Techniques Recommended
Surface NDT Methods:
- Ground penetrating radar (GPR).
- Impact Echo.
While other methods are available or under development, the ones listed above provide cost-effective determination of pavement thickness.
Voids Beneath Pavements
Concrete pavements experience daily and seasonal variations in joints opening and closing. During the open periods, water may enter the base. The weakened base material may "pump" up through the joints with loading and therefore cause a void under the joint. Other sources of water such as springs and water main leaks may also erode the material under the slab. It is important to find and repair these voids before catastrophic failure leading to expensive repairs to the concrete slab. Deflection testing is sometimes used to locate the voids and determine load transfer efficiency. This method is not discussed here. Methods that have been found successful in locating voids under concrete are listed below.
Techniques Recommended
Surface NDT Methods:
- Ground penetrating radar (GPR)
- Impact Echo - other acoustic methods
While other methods are available or under development, the ones listed above provide cost-effective determination of pavement thickness.
Cracking
See Pavement Condition/Integrity (below).

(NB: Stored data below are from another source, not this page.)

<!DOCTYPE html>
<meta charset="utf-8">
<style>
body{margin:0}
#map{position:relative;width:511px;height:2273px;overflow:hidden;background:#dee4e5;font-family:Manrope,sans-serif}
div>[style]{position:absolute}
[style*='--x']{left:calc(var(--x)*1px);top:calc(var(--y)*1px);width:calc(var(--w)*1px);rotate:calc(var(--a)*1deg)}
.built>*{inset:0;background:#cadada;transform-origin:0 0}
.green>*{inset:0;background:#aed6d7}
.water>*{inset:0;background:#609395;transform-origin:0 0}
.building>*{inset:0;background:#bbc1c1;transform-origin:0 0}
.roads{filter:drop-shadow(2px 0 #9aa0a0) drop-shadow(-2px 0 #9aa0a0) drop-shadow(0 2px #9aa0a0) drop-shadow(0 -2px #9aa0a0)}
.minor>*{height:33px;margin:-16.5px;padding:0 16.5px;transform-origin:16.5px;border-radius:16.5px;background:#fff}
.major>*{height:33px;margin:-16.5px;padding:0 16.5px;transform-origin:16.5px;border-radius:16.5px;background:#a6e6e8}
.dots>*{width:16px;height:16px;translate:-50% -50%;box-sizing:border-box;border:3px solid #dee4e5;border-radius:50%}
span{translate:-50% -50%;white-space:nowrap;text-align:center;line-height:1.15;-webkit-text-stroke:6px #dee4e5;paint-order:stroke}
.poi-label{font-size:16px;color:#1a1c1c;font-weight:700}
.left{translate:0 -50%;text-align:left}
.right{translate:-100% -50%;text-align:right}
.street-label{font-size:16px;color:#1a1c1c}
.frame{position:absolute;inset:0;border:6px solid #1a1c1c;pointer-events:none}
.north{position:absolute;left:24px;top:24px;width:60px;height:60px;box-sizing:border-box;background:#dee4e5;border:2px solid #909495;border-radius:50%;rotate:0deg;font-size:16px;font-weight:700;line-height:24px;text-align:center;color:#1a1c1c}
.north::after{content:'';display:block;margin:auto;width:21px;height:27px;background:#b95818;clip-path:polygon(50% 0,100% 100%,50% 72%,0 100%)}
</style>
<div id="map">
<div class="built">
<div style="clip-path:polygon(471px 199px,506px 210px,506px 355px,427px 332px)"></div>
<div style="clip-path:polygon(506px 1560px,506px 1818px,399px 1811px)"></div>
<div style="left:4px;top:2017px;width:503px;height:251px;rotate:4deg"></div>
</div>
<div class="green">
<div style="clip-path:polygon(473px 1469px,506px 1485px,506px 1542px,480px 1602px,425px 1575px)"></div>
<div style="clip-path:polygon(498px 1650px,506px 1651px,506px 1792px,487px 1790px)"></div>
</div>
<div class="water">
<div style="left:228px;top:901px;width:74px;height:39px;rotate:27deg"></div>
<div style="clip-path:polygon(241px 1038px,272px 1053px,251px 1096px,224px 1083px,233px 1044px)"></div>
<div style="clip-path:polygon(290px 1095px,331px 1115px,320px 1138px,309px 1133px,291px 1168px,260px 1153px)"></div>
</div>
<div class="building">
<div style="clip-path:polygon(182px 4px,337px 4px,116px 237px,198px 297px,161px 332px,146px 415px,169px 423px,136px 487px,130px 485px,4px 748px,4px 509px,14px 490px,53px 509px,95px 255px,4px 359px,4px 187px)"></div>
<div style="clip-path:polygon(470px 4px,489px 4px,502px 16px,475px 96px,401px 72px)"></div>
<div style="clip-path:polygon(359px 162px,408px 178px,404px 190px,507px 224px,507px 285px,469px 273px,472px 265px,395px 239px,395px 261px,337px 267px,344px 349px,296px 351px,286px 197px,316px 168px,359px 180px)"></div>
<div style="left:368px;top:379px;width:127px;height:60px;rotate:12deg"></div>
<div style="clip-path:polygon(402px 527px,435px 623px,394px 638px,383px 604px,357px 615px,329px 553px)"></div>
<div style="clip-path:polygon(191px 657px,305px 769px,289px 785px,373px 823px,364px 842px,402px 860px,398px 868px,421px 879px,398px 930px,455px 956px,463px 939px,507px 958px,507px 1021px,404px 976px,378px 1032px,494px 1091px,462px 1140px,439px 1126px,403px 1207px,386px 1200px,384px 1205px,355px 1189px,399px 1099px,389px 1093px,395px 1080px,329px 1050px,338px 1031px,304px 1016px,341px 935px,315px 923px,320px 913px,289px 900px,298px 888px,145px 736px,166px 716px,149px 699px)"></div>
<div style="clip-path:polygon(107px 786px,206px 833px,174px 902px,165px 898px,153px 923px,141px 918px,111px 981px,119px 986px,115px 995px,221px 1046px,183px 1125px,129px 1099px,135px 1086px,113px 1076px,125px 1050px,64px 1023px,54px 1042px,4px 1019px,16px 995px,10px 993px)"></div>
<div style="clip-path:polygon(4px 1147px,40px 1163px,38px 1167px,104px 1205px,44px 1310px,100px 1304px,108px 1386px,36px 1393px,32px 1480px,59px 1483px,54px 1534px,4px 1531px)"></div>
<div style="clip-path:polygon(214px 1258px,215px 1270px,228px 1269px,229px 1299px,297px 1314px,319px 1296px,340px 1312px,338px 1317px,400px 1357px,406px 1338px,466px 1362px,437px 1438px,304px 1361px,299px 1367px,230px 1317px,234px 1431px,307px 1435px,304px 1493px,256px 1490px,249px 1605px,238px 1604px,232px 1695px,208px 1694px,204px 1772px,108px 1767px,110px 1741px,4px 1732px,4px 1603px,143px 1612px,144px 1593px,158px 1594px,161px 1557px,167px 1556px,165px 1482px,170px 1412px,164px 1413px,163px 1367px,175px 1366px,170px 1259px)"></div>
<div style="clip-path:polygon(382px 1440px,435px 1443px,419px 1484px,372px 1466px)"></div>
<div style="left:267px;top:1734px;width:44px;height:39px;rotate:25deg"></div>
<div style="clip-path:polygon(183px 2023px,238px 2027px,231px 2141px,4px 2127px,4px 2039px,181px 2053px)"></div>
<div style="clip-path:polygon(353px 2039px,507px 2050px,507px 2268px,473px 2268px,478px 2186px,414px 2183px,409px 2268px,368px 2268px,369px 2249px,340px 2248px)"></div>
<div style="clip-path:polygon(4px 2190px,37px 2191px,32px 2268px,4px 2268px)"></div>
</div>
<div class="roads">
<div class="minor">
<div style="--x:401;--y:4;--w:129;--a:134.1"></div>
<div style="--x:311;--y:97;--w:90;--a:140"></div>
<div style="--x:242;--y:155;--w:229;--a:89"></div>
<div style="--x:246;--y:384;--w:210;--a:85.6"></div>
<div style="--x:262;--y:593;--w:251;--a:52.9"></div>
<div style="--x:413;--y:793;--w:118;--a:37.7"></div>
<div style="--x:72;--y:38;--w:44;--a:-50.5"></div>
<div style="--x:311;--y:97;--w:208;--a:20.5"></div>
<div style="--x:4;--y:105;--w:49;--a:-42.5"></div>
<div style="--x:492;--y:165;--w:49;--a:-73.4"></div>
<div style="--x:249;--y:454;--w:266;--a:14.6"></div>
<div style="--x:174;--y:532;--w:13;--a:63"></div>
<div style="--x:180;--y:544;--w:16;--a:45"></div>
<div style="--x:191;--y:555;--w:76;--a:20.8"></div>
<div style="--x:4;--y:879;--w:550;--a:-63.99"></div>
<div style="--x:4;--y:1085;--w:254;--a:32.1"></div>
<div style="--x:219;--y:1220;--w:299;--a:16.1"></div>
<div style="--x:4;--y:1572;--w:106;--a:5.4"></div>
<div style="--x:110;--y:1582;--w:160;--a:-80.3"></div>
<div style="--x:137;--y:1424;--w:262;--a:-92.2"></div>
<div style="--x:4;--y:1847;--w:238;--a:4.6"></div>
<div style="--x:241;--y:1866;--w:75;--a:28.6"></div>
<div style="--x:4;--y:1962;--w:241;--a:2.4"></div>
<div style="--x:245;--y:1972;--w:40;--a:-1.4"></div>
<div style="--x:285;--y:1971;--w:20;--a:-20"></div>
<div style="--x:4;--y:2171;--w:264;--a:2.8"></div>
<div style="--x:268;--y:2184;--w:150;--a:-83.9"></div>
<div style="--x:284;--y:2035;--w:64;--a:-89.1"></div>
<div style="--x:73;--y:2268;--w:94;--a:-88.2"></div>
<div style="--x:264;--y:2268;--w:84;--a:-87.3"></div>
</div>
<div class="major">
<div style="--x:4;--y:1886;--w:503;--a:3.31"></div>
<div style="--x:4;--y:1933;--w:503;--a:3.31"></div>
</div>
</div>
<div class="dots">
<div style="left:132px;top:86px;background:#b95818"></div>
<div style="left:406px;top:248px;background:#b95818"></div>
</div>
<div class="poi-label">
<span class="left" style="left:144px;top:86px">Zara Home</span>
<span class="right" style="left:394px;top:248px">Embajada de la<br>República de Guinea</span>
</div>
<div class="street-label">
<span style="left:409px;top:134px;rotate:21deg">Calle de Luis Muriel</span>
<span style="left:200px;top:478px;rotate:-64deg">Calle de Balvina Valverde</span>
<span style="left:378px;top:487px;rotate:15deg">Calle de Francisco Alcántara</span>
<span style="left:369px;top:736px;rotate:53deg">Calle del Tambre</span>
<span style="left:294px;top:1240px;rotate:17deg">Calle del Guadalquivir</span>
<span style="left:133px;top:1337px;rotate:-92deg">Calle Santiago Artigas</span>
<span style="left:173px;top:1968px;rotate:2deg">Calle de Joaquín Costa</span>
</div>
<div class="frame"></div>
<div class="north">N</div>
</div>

Crack-mapping can be performed using lasers/accelerometers, and/or profilometers (IRI). High-resolution GPR (1.5 GHz ground-coupled and 1.0 GHz horn antennas) can be used as a screening tool to look for subsurface indications of cracking beneath pavements already showing early signs of distress-in order to locate regions where more in-depth testing should be performed. However, these results are possible only if very high spatial sampling density (40 scans/meter using horn antenna to upwards of 100 scans/meter using the GC antenna) is used along each pass of the GPR antenna.
Pavement Condition/Integrity
Over time the forces such as freezing and thawing, exposure to sun, water and traffic combine to deteriorate a pavement structure. One measure of pavement integrity is strength (measured by physical methods such as Falling Weight Deflectometer (FWD). Another measure of integrity is the variance in homogeneity. Wave propagation techniques such as GPR, seismic, and Impact/Echo can be used to map integrity.
For concrete pavements, there is an excellent discussion of GPR and SASW/Impact Echo Methods discussed under Bridge Decks in a section under a similar title.
Techniques Recommended
Surface NDT Methods:
- Ground Penetrating Radar (GPR)-homogeneity
- Surface wave for modulus, stiffness and homogeneity
- Impact Echo-stiffness
While other methods are available or under development, the ones listed above provide cost-effective determination of pavement integrity.
Structural Changes
With repeated loading from traffic or weather, a pavement will fatigue. It is important to track the structural quality of a pavement in order to timely apply a corrective activity. Simply stated, the change in integrity over time is one measure of structural changes. Another measure is tracking the change in stiffness over time.
For concrete pavements, there is an excellent discussion of GPR and Surface Wave/Impact Echo Methods discussed under Bridge Decks. Although the discussion is directed toward a concrete structure, the same general approaches toward problem-solving and initial screening, followed up by point data collection (NDT or limited destructive sampling) at identified, or targeted, locations, should be used for all pavement types.
Techniques Recommended
Surface NDT Methods:
- Ground penetrating radar (GPR)
- Surface wave seismic methods
- Impact Echo
While other methods are available or under development, the ones listed above provide cost-effective determination of pavement structural changes.